Lihatlah di pusat-pusat perbelanjaan, di pasar-pasar, mereka abai dari seruan adzan dengan terlambat mengerjakan, lebih dari itu, tidak sedikit yang meninggalkan shalat. Ringan saja, seperti shalat bukan sesuatu yang harus segera untuk ditunaikan.
Jangan Tinggalkan Shalat dan Jangan Ikuti Syahwat
Mendidik generasi yang selalu menjaga shalatnya adalah sebuah kewajiban. Karena saat seorang hamba meninggalkan shalat, maka saat yang bersamaan ia terperosok ke dalam lubang syahwat.

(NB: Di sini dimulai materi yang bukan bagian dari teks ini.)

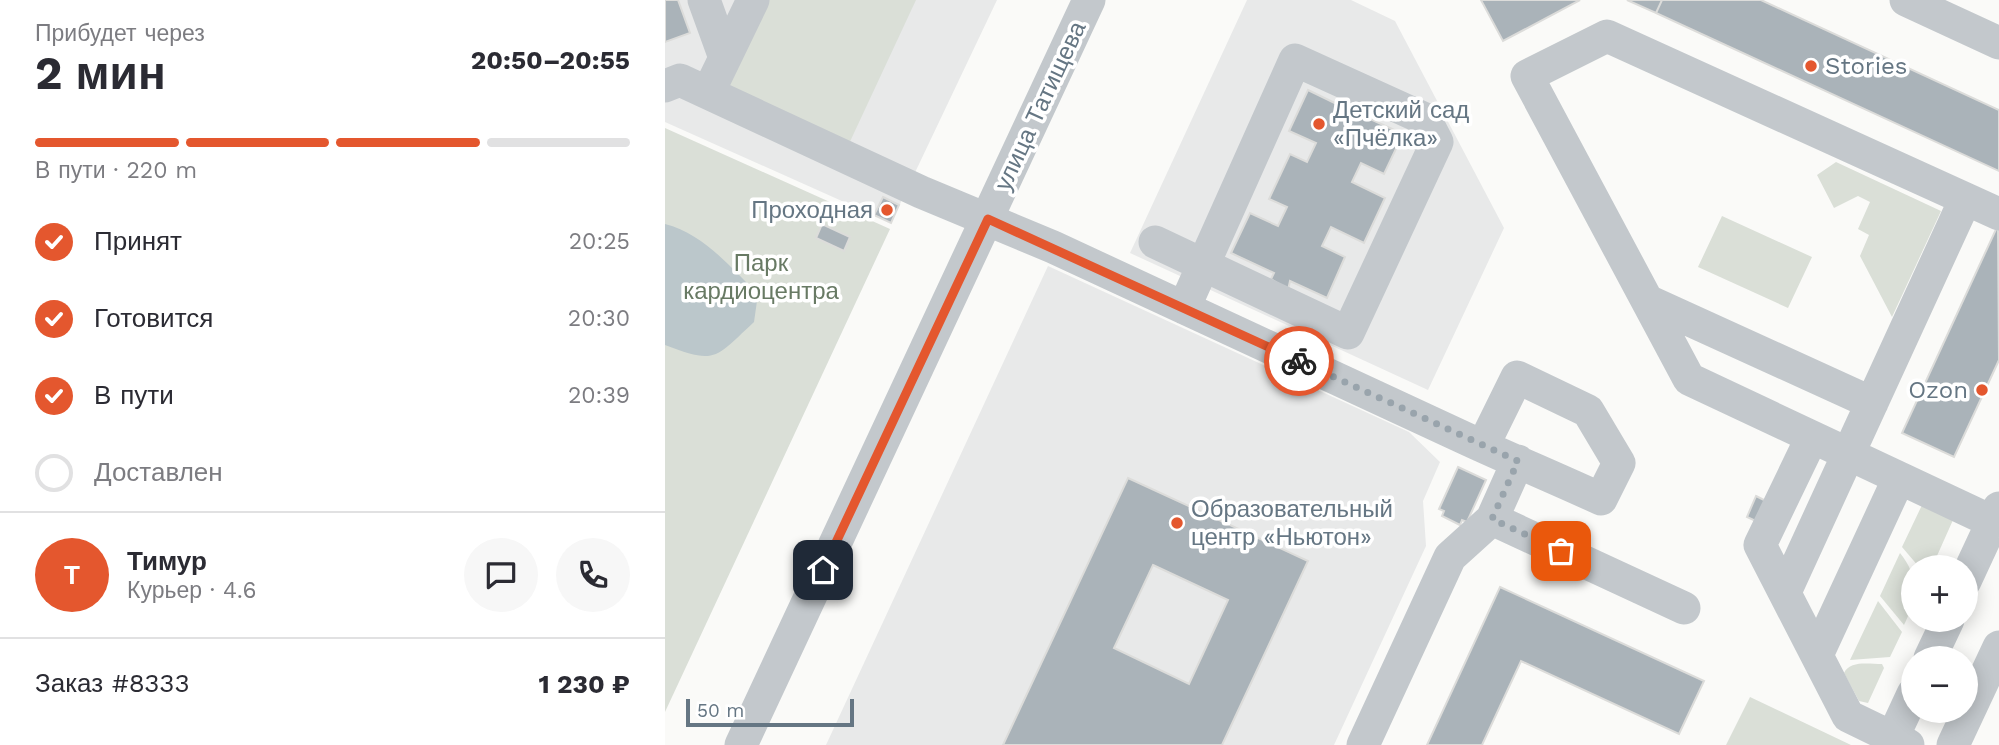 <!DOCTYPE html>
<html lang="ru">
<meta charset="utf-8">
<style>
body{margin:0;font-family:"Work Sans",sans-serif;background:#f7f7f7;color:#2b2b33;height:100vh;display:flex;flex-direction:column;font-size:26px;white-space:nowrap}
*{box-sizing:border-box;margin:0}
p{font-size:23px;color:#7c7c81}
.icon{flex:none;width:38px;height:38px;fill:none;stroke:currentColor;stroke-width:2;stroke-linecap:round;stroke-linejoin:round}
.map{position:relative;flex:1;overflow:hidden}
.side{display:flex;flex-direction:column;background:#fff;width:665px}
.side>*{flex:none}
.tools{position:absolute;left:1236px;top:555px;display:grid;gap:14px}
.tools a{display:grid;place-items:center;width:77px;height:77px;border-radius:50%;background:#fff;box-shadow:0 4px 18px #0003;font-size:35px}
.scale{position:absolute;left:21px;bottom:18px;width:168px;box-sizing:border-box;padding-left:7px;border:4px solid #657683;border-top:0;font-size:19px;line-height:24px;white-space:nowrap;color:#657683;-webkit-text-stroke:5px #fff;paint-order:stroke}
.pin{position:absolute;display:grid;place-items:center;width:60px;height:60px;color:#fff;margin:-30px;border-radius:14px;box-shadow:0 4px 10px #0006}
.courier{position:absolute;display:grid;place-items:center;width:70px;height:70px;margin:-35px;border:5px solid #e4572e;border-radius:50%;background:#fff;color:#222;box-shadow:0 2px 9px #0007}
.summary em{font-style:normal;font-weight:700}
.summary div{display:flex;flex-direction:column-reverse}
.summary{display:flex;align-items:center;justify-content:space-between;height:119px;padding:0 35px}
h1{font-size:46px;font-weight:700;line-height:52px}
.bar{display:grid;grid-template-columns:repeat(4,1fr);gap:10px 7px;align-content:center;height:84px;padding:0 35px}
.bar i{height:9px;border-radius:5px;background:#e1e1e2}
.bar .current{background:#e4572e}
.bar p{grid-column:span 4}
.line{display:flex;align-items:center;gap:18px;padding:0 35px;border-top:2px solid #e1e1e2}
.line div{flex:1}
.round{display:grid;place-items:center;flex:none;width:74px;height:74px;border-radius:37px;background:#f7f7f7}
ol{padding:0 35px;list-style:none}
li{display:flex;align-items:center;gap:21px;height:77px}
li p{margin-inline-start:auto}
li .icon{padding:7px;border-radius:50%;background:#e4572e;color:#fff;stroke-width:4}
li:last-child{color:#7c7c81}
li i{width:38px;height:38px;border:4px solid #e1e1e2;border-radius:50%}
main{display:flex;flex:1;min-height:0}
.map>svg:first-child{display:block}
.built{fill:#e8e9e9}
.green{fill:#dadfd7}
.water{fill:#bbc7cb}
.building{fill:#aab3b9;stroke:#dcdcda;stroke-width:2;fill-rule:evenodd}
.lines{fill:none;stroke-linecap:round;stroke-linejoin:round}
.minor{stroke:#c3c8cc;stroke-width:33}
.done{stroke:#99a4ac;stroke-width:7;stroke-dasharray:0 12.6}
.route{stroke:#e4572e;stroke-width:9}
.poi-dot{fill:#e4572e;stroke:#fff;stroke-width:2.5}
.labels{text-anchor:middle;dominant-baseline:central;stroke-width:7;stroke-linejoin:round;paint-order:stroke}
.poi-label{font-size:24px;fill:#657683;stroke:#fff;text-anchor:start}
.street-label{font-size:24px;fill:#657683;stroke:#fff}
.park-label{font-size:24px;fill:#687a64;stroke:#fff}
</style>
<main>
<section class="side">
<div class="summary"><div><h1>2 мин</h1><p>Прибудет через</p></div><em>20:50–20:55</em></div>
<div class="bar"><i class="current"></i><i class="current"></i><i class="current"></i><i></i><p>В пути · 220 m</p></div>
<ol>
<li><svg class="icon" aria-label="check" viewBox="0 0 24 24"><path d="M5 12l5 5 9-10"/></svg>Принят<p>20:25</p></li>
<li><svg class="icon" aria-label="check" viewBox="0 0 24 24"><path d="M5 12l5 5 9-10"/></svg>Готовится<p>20:30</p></li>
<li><svg class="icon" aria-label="check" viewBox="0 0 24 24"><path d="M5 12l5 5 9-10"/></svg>В пути<p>20:39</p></li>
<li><i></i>Доставлен</li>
</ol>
<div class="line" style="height:126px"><b class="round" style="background:#e4572e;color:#fff">Т</b><div><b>Тимур</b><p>Курьер · 4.6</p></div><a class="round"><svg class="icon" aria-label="chat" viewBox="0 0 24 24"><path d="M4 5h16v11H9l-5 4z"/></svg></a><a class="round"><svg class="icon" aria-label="phone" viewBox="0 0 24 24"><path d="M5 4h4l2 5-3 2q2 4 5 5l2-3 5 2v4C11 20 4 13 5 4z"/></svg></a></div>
<div class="line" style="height:91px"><div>Заказ #8333</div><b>1 230 ₽</b></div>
</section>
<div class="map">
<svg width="1334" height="745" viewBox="0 0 1334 745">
<rect width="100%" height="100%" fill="#fafaf8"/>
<!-- built -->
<path class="built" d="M0,0H332L226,223L0,122Z
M582,0H686L730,21L839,228L763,390L465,253Z
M383,266L744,432L775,462L758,501L761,546L669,745H161Z"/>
<!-- green -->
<path class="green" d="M102,0H251L182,148L67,94L62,80Z
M0,128L225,229L0,712Z
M1171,162L1276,211L1227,317L1195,256L1204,235L1193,229L1205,202L1193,196L1169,208L1152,175Z
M1057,216L1147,257L1123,308L1033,267Z
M1257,505L1288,520L1267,567H1254L1237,547Z
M1235,553C1254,576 1252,599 1239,625L1215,596Z
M1213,601L1237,632L1225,657L1185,660Z
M1217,664L1219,668L1203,703L1194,701L1179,673C1185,660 1204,664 1217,664Z
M1085,697L1186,745H1061Z"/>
<!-- water -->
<path class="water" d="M0,224C39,234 65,267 93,294L89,322C50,358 52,365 0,345Z"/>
<!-- building -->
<path class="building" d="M0,0H13L25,33L0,42Z
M816,0H915L838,41Z
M962,0H997L991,13Z
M997,0H1096L1334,110V171L991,13Z
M643,90L684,110L686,104L707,109L701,117L738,134L719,174L696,163L687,182L720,198L699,243L666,227L657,246L680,257L662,298L625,281L623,290L606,279L609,273L566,253L585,213L613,226L622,207L604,199L625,154L642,162L651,143L624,131Z
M218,197L234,205L226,223L209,215Z
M157,224L185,237L179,251L151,238Z
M1333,225L1334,360L1289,457L1237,433Z
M793,467L821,480L802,522L797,520L795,525L777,516L779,511L774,509Z
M463,478L643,561L557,745H338ZM488,565L563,600L524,684L449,648Z
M1091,496L1105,503L1095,523L1082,517Z
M835,587L1039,681L1014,734L856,661L817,745H762Z"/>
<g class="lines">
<!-- minor -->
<path class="minor" d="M39,0L60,58L43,93
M1241,0L1334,43
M60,58L88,0
M0,86L15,80L256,192L388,247L793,435C840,457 888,477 936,499L954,463L923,411L852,377L818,446
M490,242L683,333L772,142L760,119L630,60L519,308
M983,301L1207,403
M1147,437L1095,545L1183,716L1243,745
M827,519L853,461
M1328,522L1024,379L862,76L942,36L1334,214
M1300,581L1334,508
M1120,592L1300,200
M1152,655L1234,478
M1265,658L1283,620
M1228,737L1248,694
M76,745L424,0
M698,745L785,557L827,519L1019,608
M1288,745L1334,647"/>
</g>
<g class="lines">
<!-- done -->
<path class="done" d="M634,361L853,461L827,519L896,551"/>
<!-- route -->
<path class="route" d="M158,570L323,219L634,361"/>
</g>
<!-- markers -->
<g class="poi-dot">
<circle cx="1146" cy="66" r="7"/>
<circle cx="654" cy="124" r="7"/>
<circle cx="222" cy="210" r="7"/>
<circle cx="1317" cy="390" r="7"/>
<circle cx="512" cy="523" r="7"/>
</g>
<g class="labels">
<!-- poi labels -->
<g class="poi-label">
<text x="1160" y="66">Stories</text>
<text x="668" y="110">Детский сад<tspan x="668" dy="28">«Пчёлка»</tspan></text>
<text x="208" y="210" text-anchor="end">Проходная</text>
<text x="1303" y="390" text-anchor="end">Ozon</text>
<text x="526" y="509">Образовательный<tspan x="526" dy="28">центр «Ньютон»</tspan></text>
</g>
<!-- street labels -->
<g class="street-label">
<text transform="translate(375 106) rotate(-65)">улица Татищева</text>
</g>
<!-- park labels -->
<g class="park-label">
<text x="96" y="263">Парк<tspan x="96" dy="28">кардиоцентра</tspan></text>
</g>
</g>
</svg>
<div class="tools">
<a>+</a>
<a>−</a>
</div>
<div class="scale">50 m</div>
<div class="pin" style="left:896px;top:551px;background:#ea580c"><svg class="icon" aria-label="bag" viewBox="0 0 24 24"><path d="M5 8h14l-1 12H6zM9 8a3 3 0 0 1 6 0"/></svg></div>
<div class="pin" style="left:158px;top:570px;background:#1f2937"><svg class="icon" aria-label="home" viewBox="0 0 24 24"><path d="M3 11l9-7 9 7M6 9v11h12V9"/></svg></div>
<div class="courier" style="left:634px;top:361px"><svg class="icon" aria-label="bike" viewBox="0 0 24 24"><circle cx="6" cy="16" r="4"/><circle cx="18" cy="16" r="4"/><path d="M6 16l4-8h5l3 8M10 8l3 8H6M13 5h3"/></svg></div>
</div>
</main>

Shalat dan syahwat itu jika diibaratkan seperti satu garis lurus, shalat berada di ujung pertama dan syahwat di ujung lainnya. Saat seseorang mendekat selangkah menuju shalat, maka satu langkah pula ia menjauhi syahwat, begitu pula sebaliknya.
Allah subhanahu wata’ala berfirman,
أُوْلَٰٓئِكَ ٱلَّذِينَ أَنۡعَمَ ٱللَّهُ عَلَيۡهِم مِّنَ ٱلنَّبِيِّۧنَ مِن ذُرِّيَّةِ ءَادَمَ وَمِمَّنۡ حَمَلۡنَا مَعَ نُوحٍ وَمِن ذُرِّيَّةِ إِبۡرَٰهِيمَ وَإِسۡرَٰٓءِيلَ وَمِمَّنۡ هَدَيۡنَا وَٱجۡتَبَيۡنَآۚ إِذَا تُتۡلَىٰ عَلَيۡهِمۡ ءَايَٰتُ ٱلرَّحۡمَٰنِ خَرُّواْۤ سُجَّداۤ وَبُكِيّا۩ فَخَلَفَ مِنۢ بَعۡدِهِمۡ خَلۡفٌ أَضَاعُواْ ٱلصَّلَوٰةَ وَٱتَّبَعُواْ ٱلشَّهَوَٰتِۖ فَسَوۡفَ يَلۡقَوۡنَ غَيًّا
“Mereka itu adalah orang-orang yang telah diberi nikmat oleh Allah, yaitu para nabi dari keturunan Adam, dan dari orang-orang yang Kami angkat bersama Nuh, dan dari keturunan Ibrahim dan Israil, dan dari orang-orang yang telah Kami beri petunjuk dan telah Kami pilih. Apabila dibacakan ayat-ayat Allah Yang Maha Pemurah kepada mereka, maka mereka menyungkur dengan bersujud dan menangis. Maka datanglah sesudah mereka, pengganti (yang jelek) yang menyia-nyiakan shalat dan memperturutkan hawa nafsunya, maka mereka kelak akan menemui kesesatan” (QS. Maryam: 58-59)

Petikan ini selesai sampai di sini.